Sí, cincuenta. Algunos no se van de casa ni a la de tres. Eso sí, comen y dan
la paliza como los de doce. Estos, en realidad, se pueden quedar solos, comer
solos, lavar los cacharros solos, hacer la cama. Ya sé que es teoría pura
porque ni lavan, ni nada de nada. Salvo comer y echar mierda por toda la casa,
no mueven un dedo. Pero se quedan solos. Ahora bien, los padres, dale que te
pego, insisten en que tienen un problema espantoso. Y lo tienen, pero muy
distinto al que venden en esas terapias callejeras. Su problema es,
sencillamente, que tienen hijos. El verano es lo de menos. Ya saben que lo que
buscamos los adultos es cariño y cualquier cosa es buena para conseguirlo. Dar
mucha penita es un método infalible. Los demás saben que la cosa es distinta,
pero tragan porque cuando llega su turno se apiadan de ti en la medida en la
que tú te apiadas de ellos. Oferta y demanda pura.
El segundo sector es el
problemático. Hay padres que tienen un problema serio y real. Los niños de doce
para abajo son otro cantar. Pero, también, en un porcentaje bastante alto, los
padres hacen trampas. Porque el plan ‘venga, niños, con los abuelitos’ es
extraordinario. Tan barato como cómodo. Y con un aliciente añadido que no tiene
precio: podemos regañar y criticar a esos abuelos sin contemplaciones. Si dan
chuches, si no las dan; si consienten, si riñen; hagan lo que hagan podemos
liarla a diario. Y, si son los suegros, con saña. Por supuesto, en las catarsis
es obligado contar con pelos y señales las faenas que hacen los abuelos al
cuidar de nuestras criaturas. Por ejemplo, si han dejado dormir al niño un
minuto y medio más de lo que se había anotado en las instrucciones. Por
ejemplo, si el niño se ha manchado de tomate una camiseta monísima mientras
comía. Y, por supuesto, si el niño llora porque no quiere irse con papá y mamá,
se declara la guerra atómica de manera inmediata.

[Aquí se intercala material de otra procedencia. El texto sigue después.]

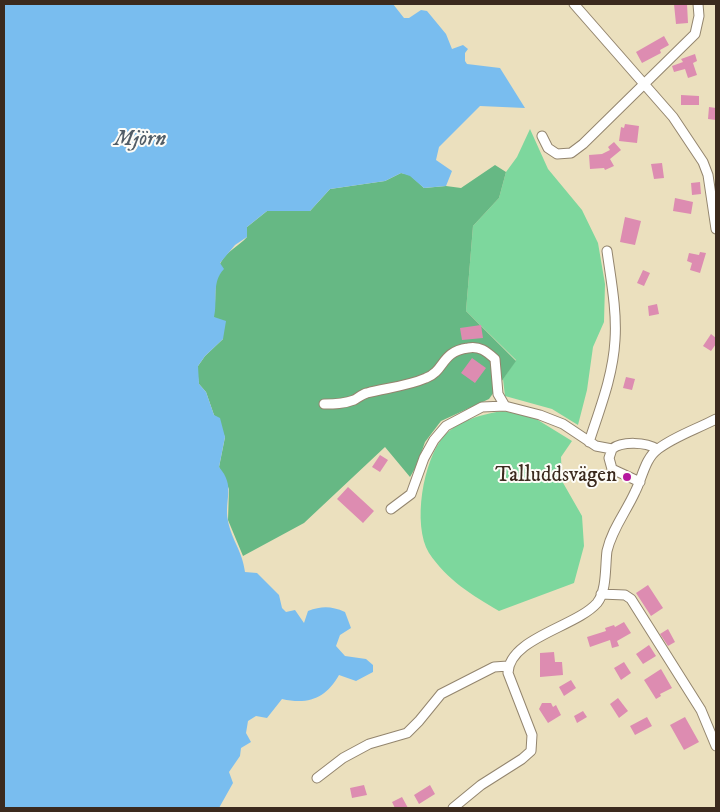 <!DOCTYPE html>
<meta charset="utf-8">
<style>
body{margin:0}
#map{position:relative;width:720px;height:812px;overflow:hidden;background:#ebe0be;font-family:"IM FELL DW Pica",serif}
canvas{display:block}
.frame{position:absolute;inset:0;border:5px solid #3b2a1e;pointer-events:none}
</style>
<div id="map">
<canvas width="720" height="812"></canvas>
<div class="frame"></div>
</div>
<script>
const g = document.querySelector('canvas').getContext('2d');
g.lineJoin = 'round';
function fill(path, color) { g.fillStyle = color; g.fill(path, 'evenodd'); }
function stroke(path, color, width, dash) { g.strokeStyle = color; g.lineWidth = width; g.lineCap = dash ? 'butt' : 'round'; g.setLineDash(dash || []); g.stroke(path); }
function drawText(font, color, halo, rows, align = 'center') {
  g.font = font + ' "IM FELL DW Pica",serif'; g.lineWidth = 4; g.setLineDash([]); g.textBaseline = 'middle'; g.strokeStyle = halo; g.fillStyle = color; for (const [text, x, y, turn = 0] of rows) {
    g.save(); g.translate(x, y); g.rotate((+turn || 0) * Math.PI / 180); g.textAlign = isNaN(turn) ? turn : align; if (halo) g.strokeText(text, 0, 0); g.fillText(text, 0, 0); g.restore();
  }
}
const green = new Path2D(`
 M530 129 548 169 582 210 598 243 605 284 604 322 593 347 587 390 578 425 552 409 505 396 503 379 516 360 466 311 473 226 499 198 506 172 517 157Z
 M503 411 533 417 572 441 561 457 562 481 582 516 584 546 574 583 499 611C472 595 447 580 429 553 412 525 423 460 444 436 459 420 483 414 503 411Z`);
const forest = new Path2D(`
 M495 165 506 172 499 198 473 226 466 311 516 361 489 399 441 421 425 442 417 465 410 477 385 447 304 523 243 556 228 520 229 489 219 467 225 437 214 415 206 392 199 384 198 377V366L205 356 223 339 219 320 213 317C218 300 212 278 221 262 228 250 239 246 247 237V227L267 211H310L330 189 385 181 401 173 410 175 424 188 446 186 461 188Z`);
const water = new Path2D(`
 M4 4H393L404 18H409L421 10 427 11 446 34 452 49 463 45 468 49 465 53V61L467 64 500 68 525 108 480 106 439 147 436 160 452 171 446 186 424 188 410 176 401 173 385 181 330 189 310 211H267L247 227V237L235 245 220 263 224 269C211 282 218 301 214 317L226 321 223 339 205 356 198 366 199 384 206 392 214 415 220 418 225 437 219 467C236 487 224 498 228 521 232 541 242 550 245 572L257 573 279 595 282 608 286 612 295 610 304 623 308 611C322 606 331 606 345 612L351 628 340 635 336 646 345 656 366 659 373 665V672L356 681 339 675C326 698 309 705 282 699L267 718 256 716 248 721 246 733 251 742 241 748 240 756 229 772 233 783 219 808H4Z`);
const building = new Path2D(`
 M674 4H687L688 23 676 24Z
 M664 36 669 45 660 50 661 53 642 63 636 52Z
 M695 54 697 61 693 63 697 75 688 78 685 69 674 72 672 66 683 62 681 59Z
 M681 95 699 96V105H681Z
 M709 107 716 108V120L708 119Z
 M625 124 639 126 637 143 619 141 621 127 624 128Z
 M614 142 621 150 610 159 614 166 605 170 604 168 590 169 589 155 602 154 610 150 608 147Z
 M662 163 664 178 654 179 651 164Z
 M700 182 701 194 692 195 691 183Z
 M675 198 693 202 691 214 673 211Z
 M625 217 641 221 635 245 620 242Z
 M700 252 706 253 700 273 690 270 692 263 687 261 689 253 699 255Z
 M643 270 650 273 644 286 637 283Z
 M657 304 659 314 649 316 648 306Z
 M481 325 483 338 462 340 460 328Z
 M711 334 716 338V344L711 351 703 346Z
 M472 358 486 368 475 383 461 373Z
 M626 377 635 379 632 390 623 388Z
 M380 455 388 460 380 472 372 467Z
 M348 487 374 511 363 523 337 499Z
 M648 585 663 608 651 616 636 593Z
 M624 622 631 633 617 641 619 646 612 648 610 640 590 647 587 637 606 631 605 628 614 625 615 627Z
 M668 629 675 642 668 646 660 634Z
 M649 645 656 656 643 664 636 654Z
 M554 652 555 662H562L563 675 540 677V653Z
 M624 662 631 673 621 680 614 668Z
 M661 669 672 688 660 694 661 696 656 699 644 680Z
 M571 680 576 688 564 696 559 687Z
 M618 698 628 711 619 718 610 704Z
 M542 703H551L553 707 556 705 561 715 548 723 539 709Z
 M583 711 587 717 577 723 574 716Z
 M647 717 652 726 635 735 630 726Z
 M685 717 699 742 684 750 670 725Z
 M364 785 367 795 352 798 350 788Z
 M430 785 435 794 419 804 414 795Z
 M402 797 408 808H395L392 802Z`);
const minor = new Path2D(`
 M574 4 673 117 703 162 708 175 716 229
 M542 136 548 148 557 154 571 153 583 144 695 34 699 16 698 4
 M324 404C334 404 344 404 354 400 358 398 362 394 367 393 386 388 408 386 426 378 446 370 440 352 468 348 480 346 486 351 495 359L498 394 505 406
 M589 442C600 408 613 376 615 340 617 311 611 280 607 251
 M612 449 609 458 612 469 640 482
 M391 509 411 494 424 458 434 440 446 426 482 407 505 406 540 415 563 424 596 446 612 449C622 441 646 442 657 449
 M601 594 625 595 631 599 701 710 716 746
 M317 778 343 758 369 744 407 733 419 721 441 694 494 667 508 666
 M453 808 481 785 522 759 531 751 532 735 508 673C509 638 576 627 597 603 607 591 605 566 607 551 612 529 626 512 635 492 642 479 645 458 658 449 675 436 697 429 716 419`);
const markers = [
 [627,477,5,"#b5179e"]
];
const poiNames = [
 ["Talluddsvägen",617,477]
];
const waterNames = [
 ["Mjörn",140,140]
];
fill(green, '#7dd79d');
fill(forest, '#66b884');
fill(water, '#79bdef');
fill(building, '#dd8cb1');
stroke(minor, '#93856e', 11);
stroke(minor, '#fff', 9);
for (const [x, y, r, color] of markers) { const dot = new Path2D(); dot.arc(x, y, r, 0, 2 * Math.PI); g.fillStyle = color; g.fill(dot); stroke(dot, '#fdfcf7', 2); }
drawText('21px', '#3b2a1e', '#fdfcf7', poiNames, 'right');
drawText('italic 22px', '#515d67', '#fdfcf7', waterNames);
</script>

Es curioso que esos abuelos bajen
al parque con sus nietecitos y no se acerquen a los padres y madres que andan
por allí manteniendo una reunión de personas desoladas por las circunstancias.
Debe ser que les aburre escuchar tanta monserga, que tienen bastante con
aguantar a su hijo o a su hija cada mañana y cada tarde.

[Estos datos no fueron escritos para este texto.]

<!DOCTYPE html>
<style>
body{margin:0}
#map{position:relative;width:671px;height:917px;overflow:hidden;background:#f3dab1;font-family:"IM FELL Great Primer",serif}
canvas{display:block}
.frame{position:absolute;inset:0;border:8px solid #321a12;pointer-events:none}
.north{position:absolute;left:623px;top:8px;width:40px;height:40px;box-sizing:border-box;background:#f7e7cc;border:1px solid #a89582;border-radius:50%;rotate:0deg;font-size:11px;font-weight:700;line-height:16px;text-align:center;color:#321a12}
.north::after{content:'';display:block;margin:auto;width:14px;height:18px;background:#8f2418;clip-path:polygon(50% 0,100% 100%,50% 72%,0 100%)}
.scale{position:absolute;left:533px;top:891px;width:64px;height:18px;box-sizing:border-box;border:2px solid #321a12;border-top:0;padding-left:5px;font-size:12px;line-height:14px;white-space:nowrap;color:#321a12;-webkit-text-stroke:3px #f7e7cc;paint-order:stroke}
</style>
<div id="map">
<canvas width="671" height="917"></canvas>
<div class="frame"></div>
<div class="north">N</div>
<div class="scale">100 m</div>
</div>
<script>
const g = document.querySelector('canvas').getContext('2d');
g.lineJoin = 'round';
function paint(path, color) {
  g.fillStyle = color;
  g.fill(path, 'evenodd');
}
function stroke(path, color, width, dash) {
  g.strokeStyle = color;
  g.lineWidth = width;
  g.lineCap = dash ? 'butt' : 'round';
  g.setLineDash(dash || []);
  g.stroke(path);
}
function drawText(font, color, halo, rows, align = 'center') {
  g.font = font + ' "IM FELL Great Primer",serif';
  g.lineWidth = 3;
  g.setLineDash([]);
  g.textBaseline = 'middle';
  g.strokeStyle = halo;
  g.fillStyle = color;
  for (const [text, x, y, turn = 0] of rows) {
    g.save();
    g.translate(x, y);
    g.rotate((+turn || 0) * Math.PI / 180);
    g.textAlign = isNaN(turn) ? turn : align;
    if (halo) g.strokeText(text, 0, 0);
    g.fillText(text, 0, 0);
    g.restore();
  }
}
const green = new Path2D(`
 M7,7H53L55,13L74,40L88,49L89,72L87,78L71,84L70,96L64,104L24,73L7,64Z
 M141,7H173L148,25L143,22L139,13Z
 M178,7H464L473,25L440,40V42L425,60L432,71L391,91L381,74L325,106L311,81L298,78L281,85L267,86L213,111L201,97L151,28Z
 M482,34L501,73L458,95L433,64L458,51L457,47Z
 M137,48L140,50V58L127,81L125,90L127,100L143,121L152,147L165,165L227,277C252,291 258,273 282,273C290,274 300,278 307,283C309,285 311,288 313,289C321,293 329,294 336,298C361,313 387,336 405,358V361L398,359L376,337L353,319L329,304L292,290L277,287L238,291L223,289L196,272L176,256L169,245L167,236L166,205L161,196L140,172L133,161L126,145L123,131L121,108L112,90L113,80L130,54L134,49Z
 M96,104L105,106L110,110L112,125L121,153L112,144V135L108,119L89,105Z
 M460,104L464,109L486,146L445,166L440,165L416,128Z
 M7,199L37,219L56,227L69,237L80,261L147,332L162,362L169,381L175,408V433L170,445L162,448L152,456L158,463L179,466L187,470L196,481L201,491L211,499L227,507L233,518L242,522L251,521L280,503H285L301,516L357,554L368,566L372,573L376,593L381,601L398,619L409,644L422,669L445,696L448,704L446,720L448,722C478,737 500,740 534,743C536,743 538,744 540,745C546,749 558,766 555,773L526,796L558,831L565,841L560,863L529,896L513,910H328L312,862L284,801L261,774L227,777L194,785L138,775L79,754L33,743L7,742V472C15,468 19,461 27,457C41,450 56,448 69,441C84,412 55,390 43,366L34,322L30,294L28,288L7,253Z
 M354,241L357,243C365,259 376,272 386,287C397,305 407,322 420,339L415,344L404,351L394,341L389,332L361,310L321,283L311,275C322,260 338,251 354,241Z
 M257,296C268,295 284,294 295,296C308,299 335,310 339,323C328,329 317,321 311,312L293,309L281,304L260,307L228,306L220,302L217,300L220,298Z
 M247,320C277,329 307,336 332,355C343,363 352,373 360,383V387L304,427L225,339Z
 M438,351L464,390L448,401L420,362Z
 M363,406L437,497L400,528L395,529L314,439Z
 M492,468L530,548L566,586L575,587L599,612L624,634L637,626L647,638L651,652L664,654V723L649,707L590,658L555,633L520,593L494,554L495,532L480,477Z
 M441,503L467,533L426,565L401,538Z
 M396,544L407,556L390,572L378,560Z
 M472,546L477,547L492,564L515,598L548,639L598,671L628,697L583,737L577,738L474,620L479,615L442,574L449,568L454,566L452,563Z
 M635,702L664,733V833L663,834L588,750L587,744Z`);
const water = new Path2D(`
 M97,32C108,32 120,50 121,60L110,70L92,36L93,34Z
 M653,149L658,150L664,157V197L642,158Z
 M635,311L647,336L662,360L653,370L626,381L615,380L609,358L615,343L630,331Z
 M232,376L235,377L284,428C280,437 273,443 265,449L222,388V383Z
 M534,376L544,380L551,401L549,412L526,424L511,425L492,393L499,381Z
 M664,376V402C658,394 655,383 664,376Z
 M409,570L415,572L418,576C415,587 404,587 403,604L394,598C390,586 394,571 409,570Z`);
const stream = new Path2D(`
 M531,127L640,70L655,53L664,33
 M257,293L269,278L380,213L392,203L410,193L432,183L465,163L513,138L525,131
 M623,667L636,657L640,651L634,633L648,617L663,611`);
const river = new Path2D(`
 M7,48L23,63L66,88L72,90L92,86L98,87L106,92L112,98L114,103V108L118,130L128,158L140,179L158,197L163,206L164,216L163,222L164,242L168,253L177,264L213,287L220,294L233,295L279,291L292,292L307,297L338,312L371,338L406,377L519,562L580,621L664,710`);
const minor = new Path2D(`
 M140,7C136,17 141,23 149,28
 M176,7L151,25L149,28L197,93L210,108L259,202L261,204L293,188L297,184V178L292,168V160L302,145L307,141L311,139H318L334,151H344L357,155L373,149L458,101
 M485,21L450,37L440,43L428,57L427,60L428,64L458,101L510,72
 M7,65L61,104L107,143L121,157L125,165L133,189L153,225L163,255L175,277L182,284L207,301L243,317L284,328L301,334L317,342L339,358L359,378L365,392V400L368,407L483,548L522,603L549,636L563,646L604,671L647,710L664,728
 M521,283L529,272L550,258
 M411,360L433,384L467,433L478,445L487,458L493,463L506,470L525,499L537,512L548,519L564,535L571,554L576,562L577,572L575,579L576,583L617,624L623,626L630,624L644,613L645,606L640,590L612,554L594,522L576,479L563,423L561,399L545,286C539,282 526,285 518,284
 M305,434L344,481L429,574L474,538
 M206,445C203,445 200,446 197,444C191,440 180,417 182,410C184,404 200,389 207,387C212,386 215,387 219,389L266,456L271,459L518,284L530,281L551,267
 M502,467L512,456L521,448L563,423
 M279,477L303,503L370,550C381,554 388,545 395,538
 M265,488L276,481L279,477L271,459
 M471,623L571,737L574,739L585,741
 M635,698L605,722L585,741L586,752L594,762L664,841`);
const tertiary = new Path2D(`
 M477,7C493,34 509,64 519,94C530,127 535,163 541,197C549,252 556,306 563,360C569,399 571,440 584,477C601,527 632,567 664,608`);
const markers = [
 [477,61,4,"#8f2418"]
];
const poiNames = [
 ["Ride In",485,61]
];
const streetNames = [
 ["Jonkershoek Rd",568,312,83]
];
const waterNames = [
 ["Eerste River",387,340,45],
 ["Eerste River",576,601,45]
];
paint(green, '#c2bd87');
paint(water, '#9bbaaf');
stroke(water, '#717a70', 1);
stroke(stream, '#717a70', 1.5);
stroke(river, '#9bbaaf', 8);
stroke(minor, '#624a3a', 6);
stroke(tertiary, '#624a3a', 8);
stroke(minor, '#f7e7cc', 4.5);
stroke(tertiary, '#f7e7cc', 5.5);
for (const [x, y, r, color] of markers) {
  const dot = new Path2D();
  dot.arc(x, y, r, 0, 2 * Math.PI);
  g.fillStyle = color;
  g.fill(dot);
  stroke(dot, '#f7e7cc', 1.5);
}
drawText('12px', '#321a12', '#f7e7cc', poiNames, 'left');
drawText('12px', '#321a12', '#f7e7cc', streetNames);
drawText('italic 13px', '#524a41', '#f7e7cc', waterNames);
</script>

Resumiendo: el gran problema de
los involucrados en el segundo grupo lo resuelven abuelos, cuñados en paro o
hermanos que se ofrecen para cuidar del niño y se lo llevan con ellos de
vacaciones (ocurre una sola vez en la vida. Nadie repite semejante cosa). En un
gran porcentaje.
Pero lo más divertido de todo
esto es comprobar cómo los padres envían a los hijos a los campamentos de
verano con alegría, pensando que el mundo será suyo durante quince días, y cómo
se les queda (se nos queda) cara de tontaina a los diez minutos de estar en
casa sin escuchar carreras, trifulcas, música insoportable... Nos pasa hasta
con los de cincuenta añitos. Estamos tan acostumbrados a ver a ese censo sin
hacer nada en el sofá de casa que no terminamos de digerir bien su falta.
Los padres se encuentran en la
calle y vuelven a quejarse. Estamos solos, estamos solos. Y los abuelos que se
han librado de los nietos durante unos días dicen lo mismo. Estamos solos. Pero
ellos con entusiasmo y alegría. Porque deberíamos saber que los abuelos reciben
por la mañana a los nietos con la misma alegría con la que los devuelven por la
tarde.
Quince días. Regresan con más
mierda que un jamón, con la ropa echa un asco, con piojos. Se les recibe con
alegría. Efímera. A los cinco minutos ya les estamos diciendo que como no se
estén quietos van a cobrar.
Y, por fin, las vacaciones
familiares. Qué mes tan apoteósico. Imagínense al de cincuenta años poniéndose
ciego de cervezas debajo de la sombrilla, comiendo como una fiera, durmiendo entre
caña y caña. Qué bonito. Imagínense, los adolescentes dando el coñazo a todas
horas. Piensen en esos baños de siete horas y media con los pequeños porque si
les sacas del agua te organizan la mundial.
Y, ahora, confiesen. Su mes
preferido es septiembre. Es sinónimo de normalidad.